*Task instructions*
Which of the lines below mention the word "building"? Pull each one out.

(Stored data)
+--
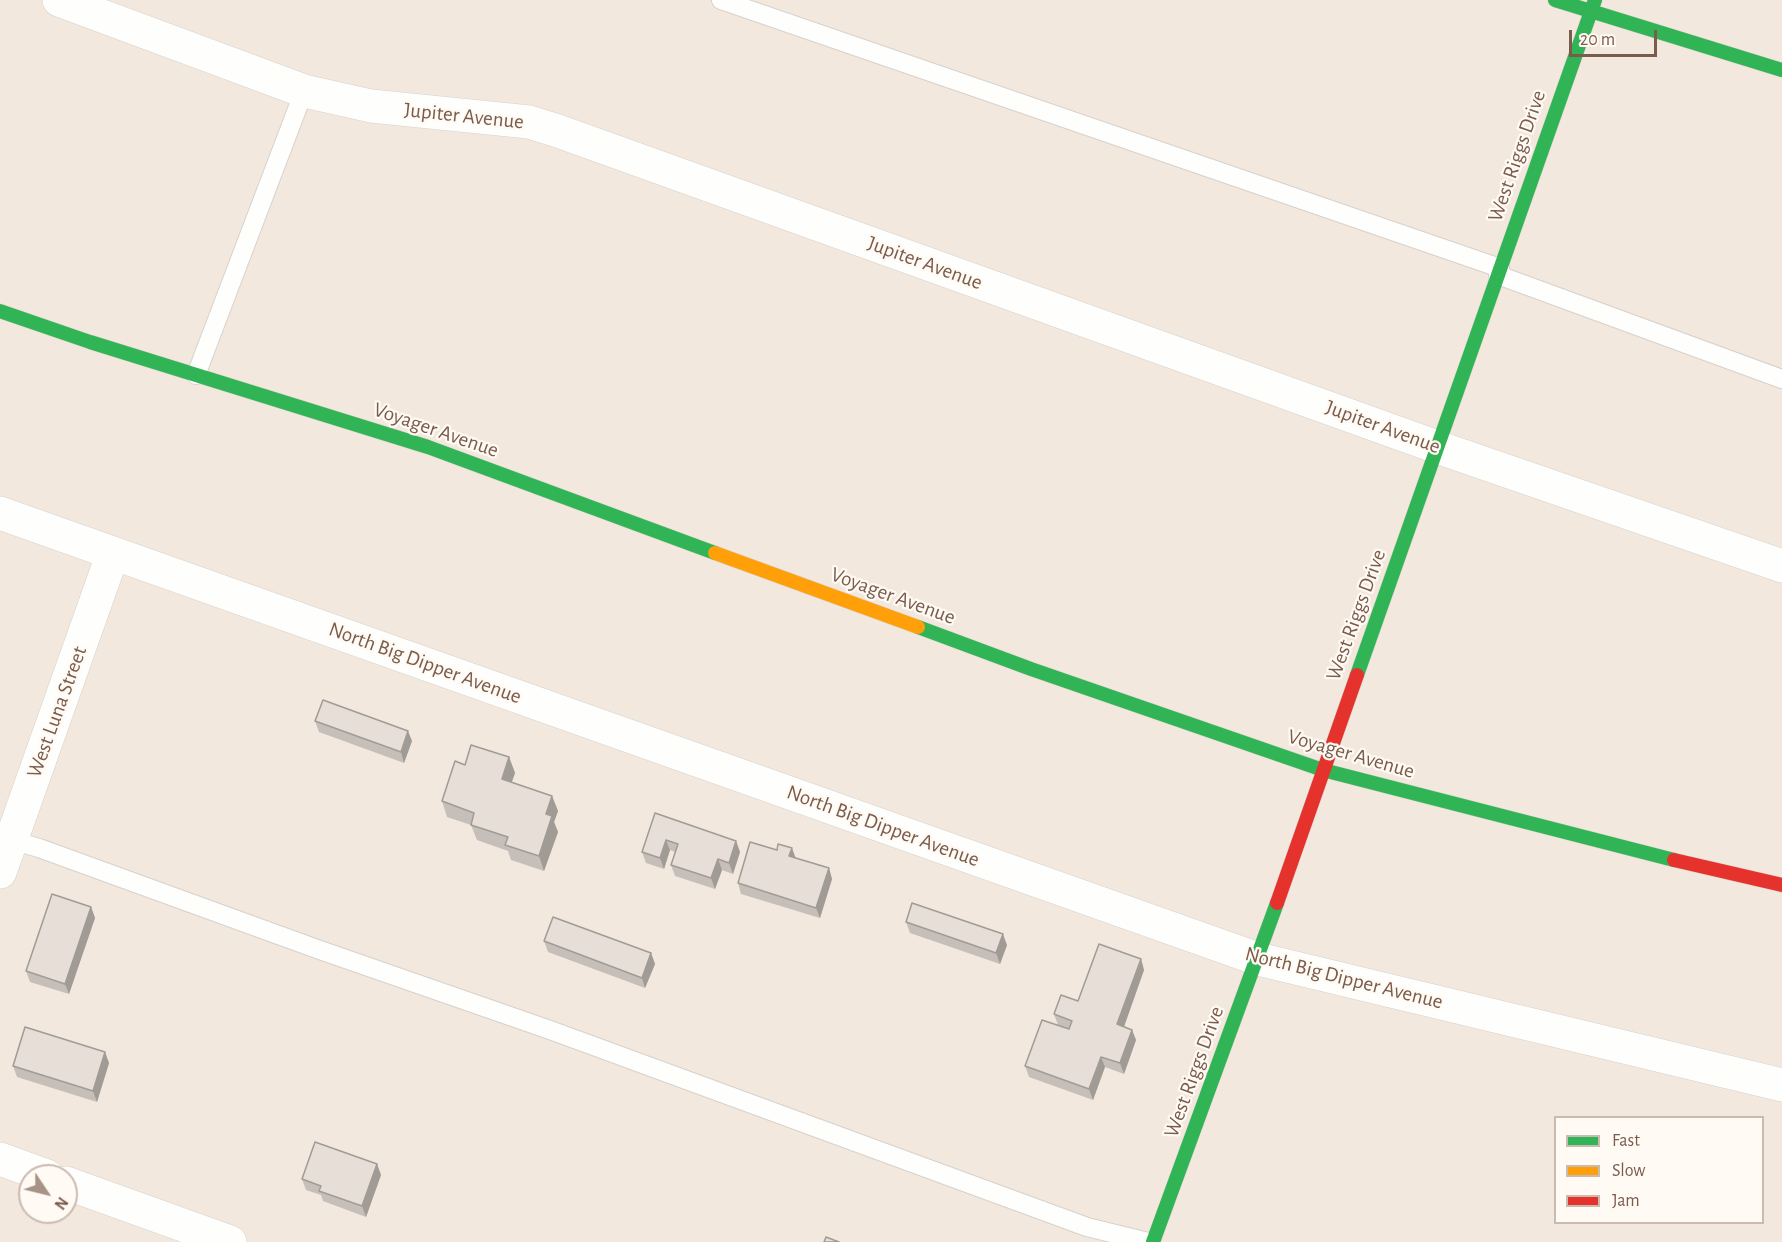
<!DOCTYPE html>
<style>
body{margin:0}
#map{position:relative;width:1782px;height:1242px;overflow:hidden;background:#f9f5f0;font-family:"Alegreya Sans",sans-serif}
canvas{display:block}
.legend{position:absolute;left:1554px;top:1116px;width:210px;height:108px;box-sizing:border-box;background:#fffaf3;border:2px solid #cabbb1;margin:0;padding:8px 10px;list-style:none;font-size:18px;color:#7a5c4d}
.legend li{display:flex;align-items:center;gap:12px;height:30px}
.legend b{width:30px;border:2px solid #cabbb1}
.north{position:absolute;left:18px;top:1164px;width:60px;height:60px;box-sizing:border-box;background:#fffaf3;border:2px solid #cabbb1;border-radius:50%;rotate:125deg;font-size:16px;font-weight:700;line-height:24px;text-align:center;color:#7a5c4d}
.north::after{content:'';display:block;margin:auto;width:21px;height:27px;background:#a69286;clip-path:polygon(50% 0,100% 100%,50% 72%,0 100%)}
.scale{position:absolute;left:1569px;top:30px;width:88px;height:27px;box-sizing:border-box;border:3px solid #7a5c4d;border-top:0;padding-left:8px;font-size:18px;line-height:21px;white-space:nowrap;color:#7a5c4d;-webkit-text-stroke:4px #fffaf3;paint-order:stroke}
</style>
<div id="map">
<canvas width="1782" height="1242"></canvas>
<ul class="legend">
<li><b style="height:8px;background:#30b455"></b>Fast</li>
<li><b style="height:8px;background:#ff9f0a"></b>Slow</li>
<li><b style="height:8px;background:#e5322d"></b>Jam</li>
</ul>
<div class="north">N</div>
<div class="scale">20 m</div>
</div>
<script>
const context = document.querySelector('canvas').getContext('2d');
context.lineJoin = 'round';
function fillPath(path, color) {
  context.fillStyle = color;
  context.fill(path, 'evenodd');
}
function poly(rows) {
  const path = new Path2D();
  for (const r of rows) {
    path.moveTo(r[0], r[1]);
    for (let i = 2; i < r.length; i += 2) path.lineTo(r[i], r[i + 1]);
  }
  return path;
}
function trace(path, color, width, dash) {
  context.strokeStyle = color;
  context.lineWidth = width;
  context.lineCap = dash ? 'butt' : 'round';
  context.setLineDash(dash || []);
  context.stroke(path);
}
function drawText(font, color, halo, rows, align = 'center') {
  context.font = font + ' "Alegreya Sans",sans-serif';
  context.lineWidth = 4.5;
  context.setLineDash([]);
  context.textBaseline = 'middle';
  context.strokeStyle = halo;
  context.fillStyle = color;
  for (const [text, x, y, turn = 0] of rows) {
    context.save();
    context.translate(x, y);
    context.rotate((+turn || 0) * Math.PI / 180);
    context.textAlign = isNaN(turn) ? turn : align;
    if (halo) context.strokeText(text, 0, 0);
    context.fillText(text, 0, 0);
    context.restore();
  }
}
fillPath(poly([
 [0,0,1782,0,1782,1242,0,1242],
 [1556,1118,1762,1118,1762,1222,1556,1222],
 [30,1176,66,1176,66,1212,30,1212]
]), '#f2e8de');
const lane = poly([
 [721,0,1500,268],
 [1498,275,1782,379],
 [196,375,304,91],
 [11,840,39,848,317,949,550,1030,1087,1227,1148,1242]
]);
const street = poly([
 [59,0,304,91,371,106,529,122,558,131,1437,447,1782,566],
 [0,513,1258,959,1782,1085],
 [0,872,113,553],
 [0,1159,47,1176],
 [66,1183,230,1242]
]);
const fast = poly([
 [1555,0,1782,70],
 [0,311,90,342,428,447,715,553],
 [918,627,1031,669,1323,770,1674,860],
 [1357,675,1595,0],
 [1153,1242,1277,903]
]);
const slow = poly([
 [715,553,918,627]
]);
const jam = poly([
 [1674,860,1782,885],
 [1277,903,1357,675]
]);
trace(lane, '#d7d1cb', 20);
trace(street, '#d7d1cb', 34);
trace(fast, '#d9d2cb', 15);
trace(slow, '#d9d2cb', 15);
trace(jam, '#d9d2cb', 15);
trace(lane, '#fefefd', 18);
trace(street, '#fefefd', 33);
trace(fast, '#30b455', 14);
trace(slow, '#ff9f0a', 14);
trace(jam, '#e5322d', 14);
fillPath(poly([
 [315,721,412,741,404,763,319,732],
 [509,757,515,773,512,782,552,796,558,811,554,822,558,832,544,871,511,860,508,851,477,840,471,825,447,817,442,801,465,765],
 [655,813,736,841,740,852,733,874,722,870,715,889,675,876,671,865,675,852,670,850,664,869,646,863,642,852],
 [777,850,796,858,829,868,832,879,820,918,741,894,738,883],
 [91,907,95,918,69,994,30,982,26,971],
 [906,922,1007,945,1000,964,910,933],
 [544,941,651,953,655,964,645,988,548,952],
 [1141,959,1144,970,1124,1027,1132,1030,1136,1040,1124,1074,1105,1067,1093,1100,1029,1077,1025,1066,1058,1025,1054,1014,1078,1001],
 [105,1052,109,1063,97,1102,17,1077,13,1066],
 [377,1164,381,1175,366,1217,323,1201,321,1195,306,1190,302,1179]
]), '#c6bfb9');
fillPath(poly([
 [408,731,412,741,404,763,401,752],
 [509,757,515,773,507,795,502,779],
 [552,796,558,811,554,822,558,832,544,871,539,856,546,814],
 [666,840,670,850,664,869,660,858],
 [736,841,740,852,733,874,729,863],
 [792,848,796,859,789,856],
 [718,859,722,870,715,889,711,878],
 [829,868,832,879,820,918,816,908],
 [91,907,95,918,69,994,65,984],
 [1003,934,1007,945,1000,964,996,953],
 [651,953,655,964,645,988,642,978],
 [1141,959,1144,970,1121,1035,1117,1024],
 [1132,1030,1136,1040,1124,1074,1120,1063],
 [105,1052,109,1063,97,1102,93,1091],
 [1101,1057,1105,1067,1093,1100,1089,1089],
 [377,1164,381,1175,366,1217,362,1206]
]), '#a19b96');
const building = poly([
 [323,700,408,731,401,752,315,721,323,700],
 [471,745,509,757,502,779,552,796,546,814,552,816,539,856,505,845,508,837,471,825,474,813,442,801,455,761,465,765,471,745],
 [655,813,736,841,729,863,718,859,711,878,671,865,678,844,666,840,660,858,642,852,655,813],
 [750,842,777,850,778,844,792,848,789,856,829,868,816,908,738,883,750,842],
 [52,894,91,907,65,984,26,971,52,894],
 [912,903,1003,934,996,953,906,922,912,903],
 [553,917,651,953,642,978,544,941,553,917],
 [1099,944,1141,959,1117,1024,1132,1030,1120,1063,1101,1057,1089,1089,1025,1066,1042,1020,1069,1029,1072,1021,1054,1014,1061,995,1078,1001,1099,944],
 [25,1027,105,1052,93,1091,13,1066,25,1027],
 [315,1142,377,1164,362,1206,319,1191,321,1186,302,1179,315,1142],
 [826,1237,839,1242,824,1242,826,1237]
]);
fillPath(building, '#e6ded7');
trace(building, '#a19b96', 1.5);
drawText('21px', '#7a5c4d', '#fffaf3', [
 ["Jupiter Avenue",464,116,6],
 ["West Riggs Drive",1517,156,-71],
 ["Jupiter Avenue",925,263,20],
 ["Jupiter Avenue",1383,427,20],
 ["Voyager Avenue",436,430,19],
 ["Voyager Avenue",893,596,20],
 ["West Riggs Drive",1356,615,-70],
 ["North Big Dipper Avenue",425,663,20],
 ["West Luna Street",57,712,-70],
 ["Voyager Avenue",1351,754,16],
 ["North Big Dipper Avenue",883,826,20],
 ["North Big Dipper Avenue",1344,978,14],
 ["West Riggs Drive",1194,1072,-70]
]);
</script>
+--
*Exercise response*
const building = poly([
fillPath(building, '#e6ded7');
trace(building, '#a19b96', 1.5);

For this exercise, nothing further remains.